WHAT IS NEEDED – Go through the entries, filter for the word "like", and copy every line that has it.

DATASET EXCERPTS –
▼▼▼

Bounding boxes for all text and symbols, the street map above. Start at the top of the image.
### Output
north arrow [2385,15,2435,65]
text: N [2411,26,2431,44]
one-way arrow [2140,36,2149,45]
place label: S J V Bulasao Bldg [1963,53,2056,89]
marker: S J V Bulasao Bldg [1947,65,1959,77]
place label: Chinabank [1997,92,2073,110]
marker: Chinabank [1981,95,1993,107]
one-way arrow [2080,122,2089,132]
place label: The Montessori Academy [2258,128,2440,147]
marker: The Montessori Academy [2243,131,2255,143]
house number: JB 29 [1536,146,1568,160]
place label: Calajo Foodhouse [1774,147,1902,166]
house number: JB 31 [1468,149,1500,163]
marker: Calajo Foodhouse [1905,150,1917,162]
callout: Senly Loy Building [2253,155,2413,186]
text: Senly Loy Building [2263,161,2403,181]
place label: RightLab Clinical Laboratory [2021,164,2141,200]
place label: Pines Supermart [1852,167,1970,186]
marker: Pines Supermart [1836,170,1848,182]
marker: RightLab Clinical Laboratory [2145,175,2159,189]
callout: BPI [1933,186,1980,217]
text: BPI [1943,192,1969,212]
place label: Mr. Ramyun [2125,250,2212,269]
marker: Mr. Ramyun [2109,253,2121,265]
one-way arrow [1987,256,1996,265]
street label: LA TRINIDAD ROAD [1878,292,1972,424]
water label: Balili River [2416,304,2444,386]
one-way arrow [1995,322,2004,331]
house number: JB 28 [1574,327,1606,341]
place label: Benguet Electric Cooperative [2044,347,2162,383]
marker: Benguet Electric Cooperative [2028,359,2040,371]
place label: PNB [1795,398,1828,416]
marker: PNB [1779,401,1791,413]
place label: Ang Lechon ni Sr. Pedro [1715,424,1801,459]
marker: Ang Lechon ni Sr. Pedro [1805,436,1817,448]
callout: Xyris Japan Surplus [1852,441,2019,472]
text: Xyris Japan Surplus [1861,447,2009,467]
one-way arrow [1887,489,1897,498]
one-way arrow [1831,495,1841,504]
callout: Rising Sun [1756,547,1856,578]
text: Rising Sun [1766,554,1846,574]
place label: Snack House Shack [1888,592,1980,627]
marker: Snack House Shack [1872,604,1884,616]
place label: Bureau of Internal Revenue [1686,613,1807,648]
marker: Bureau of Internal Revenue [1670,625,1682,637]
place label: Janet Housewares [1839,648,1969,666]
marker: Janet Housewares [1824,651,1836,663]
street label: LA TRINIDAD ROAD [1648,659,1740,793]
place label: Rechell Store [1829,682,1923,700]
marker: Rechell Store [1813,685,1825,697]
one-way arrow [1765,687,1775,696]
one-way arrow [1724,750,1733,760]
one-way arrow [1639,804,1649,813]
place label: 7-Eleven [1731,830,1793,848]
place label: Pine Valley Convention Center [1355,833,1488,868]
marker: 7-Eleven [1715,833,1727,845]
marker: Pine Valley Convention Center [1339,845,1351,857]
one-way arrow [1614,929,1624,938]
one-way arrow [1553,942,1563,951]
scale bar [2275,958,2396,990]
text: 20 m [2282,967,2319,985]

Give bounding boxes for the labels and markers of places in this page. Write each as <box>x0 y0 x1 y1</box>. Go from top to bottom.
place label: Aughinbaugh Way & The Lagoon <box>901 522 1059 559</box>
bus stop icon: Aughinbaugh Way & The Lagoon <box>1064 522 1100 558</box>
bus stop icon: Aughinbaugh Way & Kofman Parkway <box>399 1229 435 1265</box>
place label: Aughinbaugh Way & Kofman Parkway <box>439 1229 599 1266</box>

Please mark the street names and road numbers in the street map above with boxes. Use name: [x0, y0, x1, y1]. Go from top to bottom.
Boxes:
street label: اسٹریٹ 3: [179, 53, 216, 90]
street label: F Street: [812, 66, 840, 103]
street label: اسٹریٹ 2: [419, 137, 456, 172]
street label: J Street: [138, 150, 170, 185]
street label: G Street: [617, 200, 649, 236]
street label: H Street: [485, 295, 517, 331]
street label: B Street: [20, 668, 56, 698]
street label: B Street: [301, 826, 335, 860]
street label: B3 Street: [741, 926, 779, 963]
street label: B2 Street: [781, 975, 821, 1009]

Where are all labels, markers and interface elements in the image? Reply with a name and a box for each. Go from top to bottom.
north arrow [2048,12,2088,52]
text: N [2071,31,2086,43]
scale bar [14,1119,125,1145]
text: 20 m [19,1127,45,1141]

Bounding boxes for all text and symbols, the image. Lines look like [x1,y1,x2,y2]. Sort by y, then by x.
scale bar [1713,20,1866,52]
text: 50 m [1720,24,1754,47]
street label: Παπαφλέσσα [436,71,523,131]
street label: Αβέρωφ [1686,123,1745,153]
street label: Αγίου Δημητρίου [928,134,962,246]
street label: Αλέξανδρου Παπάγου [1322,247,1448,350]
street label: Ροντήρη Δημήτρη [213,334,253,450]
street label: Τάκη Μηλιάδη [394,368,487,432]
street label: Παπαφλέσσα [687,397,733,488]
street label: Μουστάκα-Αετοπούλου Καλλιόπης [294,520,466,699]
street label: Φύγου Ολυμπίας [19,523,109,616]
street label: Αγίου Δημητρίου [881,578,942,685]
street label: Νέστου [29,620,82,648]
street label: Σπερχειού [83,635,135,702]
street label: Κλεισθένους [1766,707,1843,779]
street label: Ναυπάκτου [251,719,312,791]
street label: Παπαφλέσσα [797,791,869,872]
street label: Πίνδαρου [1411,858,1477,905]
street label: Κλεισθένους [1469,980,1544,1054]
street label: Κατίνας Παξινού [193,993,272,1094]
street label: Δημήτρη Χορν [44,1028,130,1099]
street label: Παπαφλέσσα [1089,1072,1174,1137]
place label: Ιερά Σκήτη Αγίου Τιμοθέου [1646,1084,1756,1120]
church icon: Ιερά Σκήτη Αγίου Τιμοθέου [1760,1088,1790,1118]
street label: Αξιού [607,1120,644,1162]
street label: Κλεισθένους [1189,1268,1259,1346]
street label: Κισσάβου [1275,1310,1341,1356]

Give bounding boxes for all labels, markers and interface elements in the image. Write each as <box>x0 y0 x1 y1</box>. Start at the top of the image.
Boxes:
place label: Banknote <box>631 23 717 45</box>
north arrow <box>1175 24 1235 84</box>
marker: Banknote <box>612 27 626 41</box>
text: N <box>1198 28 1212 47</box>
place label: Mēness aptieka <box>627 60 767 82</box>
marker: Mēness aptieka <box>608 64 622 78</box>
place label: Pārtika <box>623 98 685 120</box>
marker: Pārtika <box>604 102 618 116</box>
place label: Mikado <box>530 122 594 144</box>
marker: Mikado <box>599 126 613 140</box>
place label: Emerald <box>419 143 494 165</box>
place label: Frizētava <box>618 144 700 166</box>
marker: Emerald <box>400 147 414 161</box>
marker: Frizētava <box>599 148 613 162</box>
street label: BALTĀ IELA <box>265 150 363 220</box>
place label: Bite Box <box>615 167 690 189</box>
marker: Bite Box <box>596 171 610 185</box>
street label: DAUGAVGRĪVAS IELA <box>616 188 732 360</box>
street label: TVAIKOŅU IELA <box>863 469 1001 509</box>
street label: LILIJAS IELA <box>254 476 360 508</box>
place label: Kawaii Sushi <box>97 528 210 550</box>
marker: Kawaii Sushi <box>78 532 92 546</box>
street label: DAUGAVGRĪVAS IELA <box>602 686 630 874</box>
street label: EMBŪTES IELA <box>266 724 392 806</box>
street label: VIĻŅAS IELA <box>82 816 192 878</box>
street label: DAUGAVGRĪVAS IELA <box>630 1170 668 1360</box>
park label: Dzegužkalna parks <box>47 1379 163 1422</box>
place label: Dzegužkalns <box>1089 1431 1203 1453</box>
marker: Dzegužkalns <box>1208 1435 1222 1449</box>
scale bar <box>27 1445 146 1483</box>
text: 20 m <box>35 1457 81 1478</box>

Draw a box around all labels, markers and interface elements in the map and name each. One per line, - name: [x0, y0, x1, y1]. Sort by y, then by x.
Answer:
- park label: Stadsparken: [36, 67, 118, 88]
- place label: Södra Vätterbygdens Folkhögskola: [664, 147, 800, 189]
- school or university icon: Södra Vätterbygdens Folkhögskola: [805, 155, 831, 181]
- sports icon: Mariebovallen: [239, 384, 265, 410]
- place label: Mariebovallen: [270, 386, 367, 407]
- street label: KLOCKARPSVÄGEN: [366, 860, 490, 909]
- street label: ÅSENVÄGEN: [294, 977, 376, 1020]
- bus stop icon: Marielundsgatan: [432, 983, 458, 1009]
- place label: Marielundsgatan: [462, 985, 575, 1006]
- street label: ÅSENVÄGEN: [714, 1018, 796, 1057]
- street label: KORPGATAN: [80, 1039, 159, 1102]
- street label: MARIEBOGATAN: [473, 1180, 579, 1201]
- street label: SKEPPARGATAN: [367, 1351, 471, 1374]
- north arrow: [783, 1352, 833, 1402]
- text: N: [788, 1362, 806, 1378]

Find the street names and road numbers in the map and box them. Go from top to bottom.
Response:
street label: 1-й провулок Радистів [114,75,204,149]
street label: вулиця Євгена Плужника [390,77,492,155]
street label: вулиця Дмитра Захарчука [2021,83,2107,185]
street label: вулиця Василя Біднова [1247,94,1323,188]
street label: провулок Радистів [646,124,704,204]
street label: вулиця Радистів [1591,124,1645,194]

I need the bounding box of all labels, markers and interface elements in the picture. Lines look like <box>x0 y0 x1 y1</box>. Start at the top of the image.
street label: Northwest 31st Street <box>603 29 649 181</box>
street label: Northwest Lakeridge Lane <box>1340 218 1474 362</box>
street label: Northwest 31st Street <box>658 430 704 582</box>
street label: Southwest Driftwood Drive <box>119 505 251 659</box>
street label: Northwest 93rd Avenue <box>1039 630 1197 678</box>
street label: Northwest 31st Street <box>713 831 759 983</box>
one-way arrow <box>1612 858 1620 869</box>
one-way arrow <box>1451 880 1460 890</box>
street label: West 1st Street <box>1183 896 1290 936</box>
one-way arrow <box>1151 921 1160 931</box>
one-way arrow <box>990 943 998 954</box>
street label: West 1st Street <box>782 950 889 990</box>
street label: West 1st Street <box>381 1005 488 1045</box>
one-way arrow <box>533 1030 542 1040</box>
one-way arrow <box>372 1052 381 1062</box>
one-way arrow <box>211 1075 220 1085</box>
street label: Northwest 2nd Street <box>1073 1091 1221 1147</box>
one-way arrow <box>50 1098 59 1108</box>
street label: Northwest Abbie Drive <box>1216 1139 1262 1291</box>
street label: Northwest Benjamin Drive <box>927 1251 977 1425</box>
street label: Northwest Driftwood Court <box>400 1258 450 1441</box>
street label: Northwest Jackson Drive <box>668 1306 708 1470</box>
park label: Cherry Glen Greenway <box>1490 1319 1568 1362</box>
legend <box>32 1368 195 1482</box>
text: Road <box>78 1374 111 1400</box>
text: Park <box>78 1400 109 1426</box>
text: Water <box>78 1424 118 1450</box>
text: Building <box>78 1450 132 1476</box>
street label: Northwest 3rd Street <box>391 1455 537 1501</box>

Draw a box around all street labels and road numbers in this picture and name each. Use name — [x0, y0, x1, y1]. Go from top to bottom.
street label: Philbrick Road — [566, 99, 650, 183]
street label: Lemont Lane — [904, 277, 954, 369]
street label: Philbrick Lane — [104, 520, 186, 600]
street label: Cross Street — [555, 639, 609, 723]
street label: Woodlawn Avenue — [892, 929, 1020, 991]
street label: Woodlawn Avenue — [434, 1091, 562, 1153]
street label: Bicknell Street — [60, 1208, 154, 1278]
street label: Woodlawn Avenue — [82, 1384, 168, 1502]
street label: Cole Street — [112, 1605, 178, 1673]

▲▲▲

TASK RESULT –
Bounding boxes for all text and symbols, the image. Lines look like [x1,y1,x2,y2]. Sort by y, then by x.
I need the bounding box of all labels, markers and interface elements in the picture. Lines look like <box>x0 y0 x1 y1</box>. Start at the top of the image.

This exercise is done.